Search code examples
pythonhdf5h5py

Creating HDF5 virtual dataset for dynamic data using h5py


I have a HDF5 file which contains three 1D arrays in different datasets. This file is created using h5py in Python and the 1D arrays are continually being appended to (ie growing). For simplicity, let’s call these 1D arrays as “A”, “B” and “C” and let’s say each array initially contains 100 values, but every second they will grow by one value (eg 101, 102 etc).

What I’m looking to do is create a single virtual dataset which is the concatenation of all three 1D arrays. This is relatively easy for the static case (3 x 100 values) but I want this virtual dataset to grow as more values are added (eg 303 values at 1 second, 306 at seconds etc.).

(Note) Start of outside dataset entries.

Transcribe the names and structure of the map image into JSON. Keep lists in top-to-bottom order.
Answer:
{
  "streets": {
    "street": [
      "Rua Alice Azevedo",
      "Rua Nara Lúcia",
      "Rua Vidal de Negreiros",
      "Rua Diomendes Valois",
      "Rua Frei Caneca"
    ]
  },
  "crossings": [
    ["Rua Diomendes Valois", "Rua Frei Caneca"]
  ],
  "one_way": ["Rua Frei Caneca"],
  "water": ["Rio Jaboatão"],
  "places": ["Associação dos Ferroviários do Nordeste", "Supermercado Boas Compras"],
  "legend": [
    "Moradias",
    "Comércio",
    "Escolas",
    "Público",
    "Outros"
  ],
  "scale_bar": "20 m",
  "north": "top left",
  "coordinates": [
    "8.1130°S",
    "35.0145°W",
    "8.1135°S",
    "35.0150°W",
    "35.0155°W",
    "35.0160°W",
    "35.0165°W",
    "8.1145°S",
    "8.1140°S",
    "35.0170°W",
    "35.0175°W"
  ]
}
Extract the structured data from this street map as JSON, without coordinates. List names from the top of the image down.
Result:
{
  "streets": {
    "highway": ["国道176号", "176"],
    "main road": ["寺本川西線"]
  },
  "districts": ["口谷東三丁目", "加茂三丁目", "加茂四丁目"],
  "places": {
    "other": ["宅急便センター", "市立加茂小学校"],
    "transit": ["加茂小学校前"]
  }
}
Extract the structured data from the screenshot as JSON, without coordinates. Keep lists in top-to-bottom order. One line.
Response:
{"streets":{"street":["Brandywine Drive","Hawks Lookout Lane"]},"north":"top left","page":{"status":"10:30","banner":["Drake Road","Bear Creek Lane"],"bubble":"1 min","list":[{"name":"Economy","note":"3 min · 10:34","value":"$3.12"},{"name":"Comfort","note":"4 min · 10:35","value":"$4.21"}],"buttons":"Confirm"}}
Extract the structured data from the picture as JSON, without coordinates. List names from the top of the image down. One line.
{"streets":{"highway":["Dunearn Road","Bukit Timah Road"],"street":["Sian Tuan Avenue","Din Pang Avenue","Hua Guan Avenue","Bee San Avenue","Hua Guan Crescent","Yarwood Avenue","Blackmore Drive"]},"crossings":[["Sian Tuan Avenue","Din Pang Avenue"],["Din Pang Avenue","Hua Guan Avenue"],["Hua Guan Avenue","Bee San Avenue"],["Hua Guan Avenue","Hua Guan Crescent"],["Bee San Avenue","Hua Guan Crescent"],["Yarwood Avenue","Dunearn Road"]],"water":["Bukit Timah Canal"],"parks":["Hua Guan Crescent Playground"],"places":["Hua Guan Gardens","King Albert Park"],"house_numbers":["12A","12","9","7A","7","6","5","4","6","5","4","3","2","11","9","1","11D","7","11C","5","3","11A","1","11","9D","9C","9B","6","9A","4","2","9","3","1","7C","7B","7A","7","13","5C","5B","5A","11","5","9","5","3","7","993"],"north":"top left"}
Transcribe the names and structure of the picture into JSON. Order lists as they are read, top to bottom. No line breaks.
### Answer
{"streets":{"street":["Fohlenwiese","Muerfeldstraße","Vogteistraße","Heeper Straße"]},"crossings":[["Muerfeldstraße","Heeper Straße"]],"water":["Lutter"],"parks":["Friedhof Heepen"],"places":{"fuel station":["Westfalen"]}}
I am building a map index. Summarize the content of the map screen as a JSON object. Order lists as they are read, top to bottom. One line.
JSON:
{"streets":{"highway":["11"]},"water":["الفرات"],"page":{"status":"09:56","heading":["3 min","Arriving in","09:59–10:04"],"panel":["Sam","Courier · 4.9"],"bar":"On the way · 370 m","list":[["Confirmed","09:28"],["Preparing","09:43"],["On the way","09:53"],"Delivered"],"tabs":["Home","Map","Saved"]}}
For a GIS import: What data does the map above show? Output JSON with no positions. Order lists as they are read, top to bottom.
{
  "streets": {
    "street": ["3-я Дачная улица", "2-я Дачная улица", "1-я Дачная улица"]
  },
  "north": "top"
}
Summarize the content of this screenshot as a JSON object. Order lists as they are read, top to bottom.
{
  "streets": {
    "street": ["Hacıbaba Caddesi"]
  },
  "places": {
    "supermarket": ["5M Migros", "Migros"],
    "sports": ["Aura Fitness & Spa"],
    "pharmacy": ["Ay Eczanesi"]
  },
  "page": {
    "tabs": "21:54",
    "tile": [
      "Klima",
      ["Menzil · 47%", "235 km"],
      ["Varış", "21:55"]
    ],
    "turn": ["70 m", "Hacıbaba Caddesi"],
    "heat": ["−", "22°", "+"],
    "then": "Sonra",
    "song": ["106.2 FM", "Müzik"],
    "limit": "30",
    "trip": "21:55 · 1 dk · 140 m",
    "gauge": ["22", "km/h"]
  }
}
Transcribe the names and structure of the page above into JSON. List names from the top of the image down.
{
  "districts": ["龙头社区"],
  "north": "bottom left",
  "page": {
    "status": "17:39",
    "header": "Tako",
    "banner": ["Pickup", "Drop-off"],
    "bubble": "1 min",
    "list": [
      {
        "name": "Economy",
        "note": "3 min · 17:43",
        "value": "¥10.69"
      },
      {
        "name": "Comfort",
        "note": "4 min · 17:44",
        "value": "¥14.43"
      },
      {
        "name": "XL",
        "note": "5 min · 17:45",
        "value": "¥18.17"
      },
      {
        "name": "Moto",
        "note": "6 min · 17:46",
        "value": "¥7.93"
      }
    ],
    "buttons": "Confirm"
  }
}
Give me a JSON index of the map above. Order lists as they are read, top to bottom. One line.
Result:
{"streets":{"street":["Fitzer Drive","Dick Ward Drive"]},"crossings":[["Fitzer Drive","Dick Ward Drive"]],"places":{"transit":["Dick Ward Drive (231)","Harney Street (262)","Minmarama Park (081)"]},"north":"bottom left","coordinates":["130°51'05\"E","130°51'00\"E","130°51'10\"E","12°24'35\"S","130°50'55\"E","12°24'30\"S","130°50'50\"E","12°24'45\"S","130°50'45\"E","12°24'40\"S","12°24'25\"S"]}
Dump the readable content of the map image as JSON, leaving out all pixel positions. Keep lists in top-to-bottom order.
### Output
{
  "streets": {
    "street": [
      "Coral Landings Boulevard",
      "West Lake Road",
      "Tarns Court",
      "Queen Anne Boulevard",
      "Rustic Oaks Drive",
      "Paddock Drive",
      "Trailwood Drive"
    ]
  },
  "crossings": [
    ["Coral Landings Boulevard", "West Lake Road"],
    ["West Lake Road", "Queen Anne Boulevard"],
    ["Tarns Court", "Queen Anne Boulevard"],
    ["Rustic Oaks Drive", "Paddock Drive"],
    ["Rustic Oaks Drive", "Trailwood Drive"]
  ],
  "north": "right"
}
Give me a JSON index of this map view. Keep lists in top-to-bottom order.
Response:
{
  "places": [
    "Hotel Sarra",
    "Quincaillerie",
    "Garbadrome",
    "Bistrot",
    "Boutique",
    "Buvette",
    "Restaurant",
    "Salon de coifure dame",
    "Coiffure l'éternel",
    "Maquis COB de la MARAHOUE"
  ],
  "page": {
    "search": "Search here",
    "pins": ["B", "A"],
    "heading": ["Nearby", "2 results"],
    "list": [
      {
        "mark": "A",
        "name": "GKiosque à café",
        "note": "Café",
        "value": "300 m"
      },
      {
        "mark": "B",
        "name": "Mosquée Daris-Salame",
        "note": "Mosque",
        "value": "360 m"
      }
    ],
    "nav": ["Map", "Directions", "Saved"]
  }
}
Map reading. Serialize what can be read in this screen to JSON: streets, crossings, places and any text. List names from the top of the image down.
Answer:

Is there a pythonic / efficient way to do this which isn’t just delete the virtual dataset and recreate it each second?


Solution

  • You don't have to delete the virtual dataset and recreate it when you add data. You can avoid this by using resizeable datasets and a resizeable VDS VirtualLayout (e.g. using the maxshape= parameter). In addition, use the h5py.h5s.UNLIMITED value to create an unlimited selection along an axis of the data source and VDS layout. They are described in the h5py docs here:

    The solution posted below will accomplish this task.

    However, a word of warning before you implement it. HDF5/h5py I/O performance slows when you write a lot of small data blocks. Your example may be painfully slow. It's better to occasionally append large blocks of data than it is to add frequently append small blocks. (e.g. It's better to add 60*60 values every hour than it is it add 1 value every second.)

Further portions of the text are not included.